Female on mobile sitting in cafeteria overlooking the docks.

Sporting decisions? Promotion, relegation and writing the rules of the game

21 September 2012

Two recent rulings demonstrate the need for sports regulators such as the English and Welsh rugby unions to lay down clear and sufficiently comprehensive rules governing their sports that do not restrict competition.

In this respect, competition law does apply to the rules and regulations that govern how sporting competitions are run (although not to the sporting rules of the games themselves).

In London Welsh, an independent panel made up of three Queen’s Counsel found that the London Welsh rugby club should not have been refused promotion to the Premiership regardless of having failed to meet the pre-requisites to be promoted.  The rules applied to block the club’s ascent gave rise to an unjustified distortion of competition, contrary to EU and UK competition law, due to the extent of the barrier to promotion those rules placed on aspiring Championship clubs.

After winning the Championship Division of the English rugby union league, London Welsh was refused promotion by the Rugby Football Union (the “RFU”).  London Welsh appealed this decision to an independent panel, as provided for in the Professional Game Board Minimum Standards Criteria (the “MSC”).

London Welsh was denied promotion through its failure to meet the provisions for Primacy of Tenure (“PoT”) within the MSC, not having a legally binding agreement to occupy the Kassam stadium where it proposed to play its 2012/13 Premiership matches. Under the PoT rule, a club had to be able to schedule its home games at its nominated ground during the season between certain times on certain days, and be able to allow those games to be broadcast on request.   However, three clubs were permitted to compete in the Premiership without PoT under the MSC’s ‘three club exemption’, namely London Wasps, London Irish and Saracens.

London Welsh argued that the PoT rule taken together with the three club exemption was an unjustified restriction of competition under Articles 101 and 102 of the Treaty on the Functioning of the European Union, and UK competition law, and the relevant MSC provisions were therefore void and unenforceable.

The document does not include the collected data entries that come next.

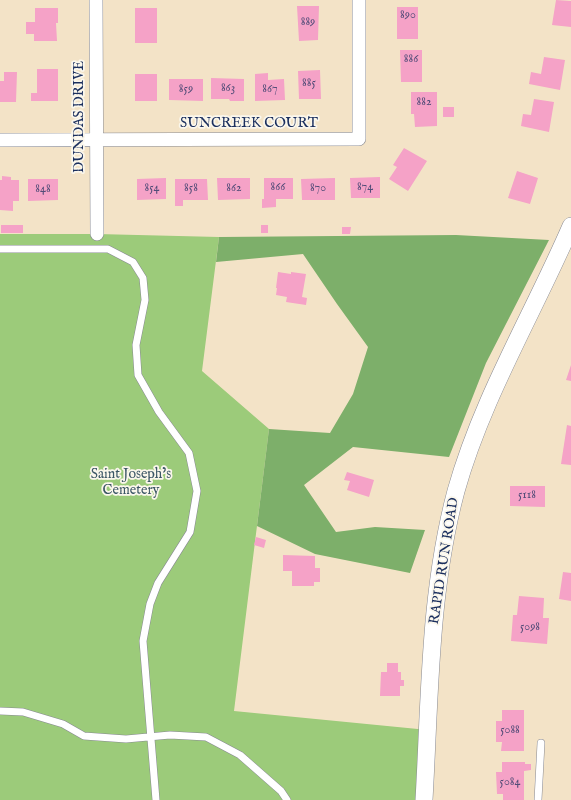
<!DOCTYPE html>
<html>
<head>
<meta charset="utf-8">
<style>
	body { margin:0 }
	canvas { display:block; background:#f3e3c7 }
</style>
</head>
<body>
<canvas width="571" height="800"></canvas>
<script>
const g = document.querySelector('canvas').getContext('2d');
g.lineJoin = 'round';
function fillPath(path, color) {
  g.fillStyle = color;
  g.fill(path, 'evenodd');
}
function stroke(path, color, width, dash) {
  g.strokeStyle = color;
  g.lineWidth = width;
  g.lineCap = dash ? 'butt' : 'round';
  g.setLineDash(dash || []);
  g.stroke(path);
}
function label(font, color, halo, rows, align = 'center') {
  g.font = font + ' "IM FELL English",serif';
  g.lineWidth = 3.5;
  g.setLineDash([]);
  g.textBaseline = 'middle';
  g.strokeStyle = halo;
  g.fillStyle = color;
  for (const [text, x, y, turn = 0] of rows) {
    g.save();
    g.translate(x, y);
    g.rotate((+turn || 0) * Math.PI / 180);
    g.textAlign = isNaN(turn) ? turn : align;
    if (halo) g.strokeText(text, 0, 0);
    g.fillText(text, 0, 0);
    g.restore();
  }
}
fillPath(new Path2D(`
	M0,234H97L219,237L202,371L269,429L234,711L428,730L424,800H0Z`), '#9ccb7a');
fillPath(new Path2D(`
	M456,235L549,240L486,363L449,457L353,447L304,485L336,532L375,527L425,530L410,573L315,554L257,526L269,429L330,433L353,394L368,347L337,304L303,254L216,262L219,237Z`), '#7daf6a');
fillPath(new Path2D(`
	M556,0L571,1V27L552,25Z
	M297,6H319L318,40L299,41Z
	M397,7H418V39H397Z
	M35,8H58V23H56L57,41H34V34H26V22H35Z
	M135,8H157V43H135Z
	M400,50H422V82H401Z
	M544,57L565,60L560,90L529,84L531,72L541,74Z
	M37,69H58V101H31V93H37Z
	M320,70L321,99H299L298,71Z
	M4,72H17L16,102H0V81H4Z
	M268,73V80L284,79L285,100L255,101V74Z
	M135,74H157V101H135Z
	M211,78L244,79V101H230L229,99H211Z
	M169,79H203V101L169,100Z
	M411,92H437V126L415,127L414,114H411Z
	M534,99L554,102L549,132L521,126L523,114L531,115Z
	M443,107H454V117H443Z
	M404,148L427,161L408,191L389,179L397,167L393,165Z
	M517,171L538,178L530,204L508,198Z
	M2,176L11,177V180H19V201H13V211L0,210V180H2Z
	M380,177V198H351L350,178Z
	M166,178V199L137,200V179Z
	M217,178H250V199L218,200Z
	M264,178H293V199H276V207L262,208V199H264Z
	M335,178V200H302L301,179Z
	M28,179H58V200L28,201Z
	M175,179H207L208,200H183V206H175Z
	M1,225H23V233H1Z
	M261,225H268V233H261Z
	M342,227H351L350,234H342Z
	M278,272L291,274V272L306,274L302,297L307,298L306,305L286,302L287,297L276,295L277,288H276Z
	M571,365V381L566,380Z
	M567,425L571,426V465L561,464Z
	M347,472L374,480L369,497L347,490L350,481L344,480Z
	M510,486H545V507L510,506Z
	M256,537L266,540L264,548L254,545Z
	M283,555L315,556V568H320V582H314V586H292V571H283Z
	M563,572L571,573V601L559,599Z
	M519,596L544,598L543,618H549L547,644L511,641L513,615H517Z
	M387,663H398V672H401V680H404V686H400V696H380L381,672H387Z
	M502,710H524V751H501L502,742H496V721H502Z
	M502,762H525V764H531V770L524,771V800H503V794H497L496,772H502Z`), '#f5a2c7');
const service = new Path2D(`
	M0,249H108L133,262L143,278L145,300L136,345L138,375L159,412L189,453L197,491L190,532L158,583L150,604L143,641L156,800
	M0,711L23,712L63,724L84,736L126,739L170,735L206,737L240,755L281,791L287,800
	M538,800L541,743`);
const minor = new Path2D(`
	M96,0L97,234
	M0,140L359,139V0`);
const tertiary = new Path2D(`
	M424,800C430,697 429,592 456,491C482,398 533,314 571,226`);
stroke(service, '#878992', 8);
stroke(minor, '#878992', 14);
stroke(tertiary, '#878992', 18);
stroke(service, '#fff', 7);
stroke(minor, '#fff', 13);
stroke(tertiary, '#fff', 17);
label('12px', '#524c78', null, [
	["890",408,16],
	["889",308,23],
	["886",411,60],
	["885",309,84],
	["863",228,89],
	["859",186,90],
	["867",270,90],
	["882",424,103],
	["866",278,188],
	["874",365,188],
	["854",152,189],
	["858",191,189],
	["862",234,189],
	["870",318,189],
	["848",43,190],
	["5118",527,496],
	["5098",530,628],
	["5088",510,731],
	["5084",510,783]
]);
label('14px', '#1b2f5e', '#fbf7ec', [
	["DUNDAS DRIVE",80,117,-90],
	["SUNCREEK COURT",249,124],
	["RAPID RUN ROAD",445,561,-81]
]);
label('14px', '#3b5665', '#fbf7ec', [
	["Saint Joseph’s",131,475],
	["Cemetery",131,491]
]);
</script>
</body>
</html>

The RFU’s PoT rule had already been the subject of a competition law investigation by the OFT in 2003 when three clubs could not meet the PoT requirement.  The OFT later approved the MSC after they were amended to include the three club exemption and provide for a play-off where neither the top Championship club nor the bottom Premiership club had PoT.

The RFU in London Welsh contended that nothing had changed in the intervening nine years.   It also did not dispute the OFT’s earlier finding that the RFU was an ‘association of undertakings’ (essentially a trade association), and itself an ‘undertaking’, that enjoys a position of ‘sole and joint dominance’ on the market for the organisation of Premiership rugby union matches in England.

While the appeal panel accepted that the PoT rule considered by the OFT in 2003 was, in substance and effect, the same as that at issue in London Welsh, the panel found that there had been changes to the justification for the three club exemption.

Internal RFU documents revealed that the RFU had, since 2011, been considering extending the exemption from three to five clubs and was awaiting board approval before incorporating any changes into the 2013/14 MSC rules.  Further evidence was adduced to show that the RFU had already used its margin of appreciation not to exclude another Premiership club who had lost PoT for a period of two seasons.

In light of these factors, the panel found that the PoT and three club exemption rules as applied to London Welsh were void, unjustified and to be severed from the remainder of the MSC since these rules gave rise to an unjustified restriction of competition, disproportionate to the objectives they were set to serve.

The outcome of the panel’s decision was that Newcastle Falcons were relegated to the Championship Division, and London Welsh gained their place in the Premiership.

In the related Welsh Rugby Union case of Park Promotion Limited t/a Pontypool Rugby Football Club, a High Court judge referred approvingly to the panel’s decision in the London Welsh case that:

  • the promotion and relegation of a club should be determined by its performance on the pitch wherever possible; and
  • the rules governing the game and its organisation should be respected and applied by everyone.

Nonetheless, the Court in Park Promotion was keen to stress in addition that:

  • the governing rules of the sport should be clear and ‘comprehensive’.

Rules will be comprehensive if they:

  • sufficiently cover the situations that may arise and how they are to be dealt with; and
  • strike a balance between overly technical drafting (seeking to address every possibility in a legalistic manner will only invite ‘unwelcome legalistic dissection’), and rules that are insufficient and unclear.

It is apparent from both of these rulings that a sporting regulatory body’s decision will not be interfered with on appeal, provided the rules upon which that decision is based do not restrict competition, are sufficiently comprehensive and clear, and are applied fairly, objectively and without discrimination.

Both the English and Welsh rugby unions will now be reviewing their practices, procedures and rules to ensure that they comply with these general principles and other sports regulators should also take heed.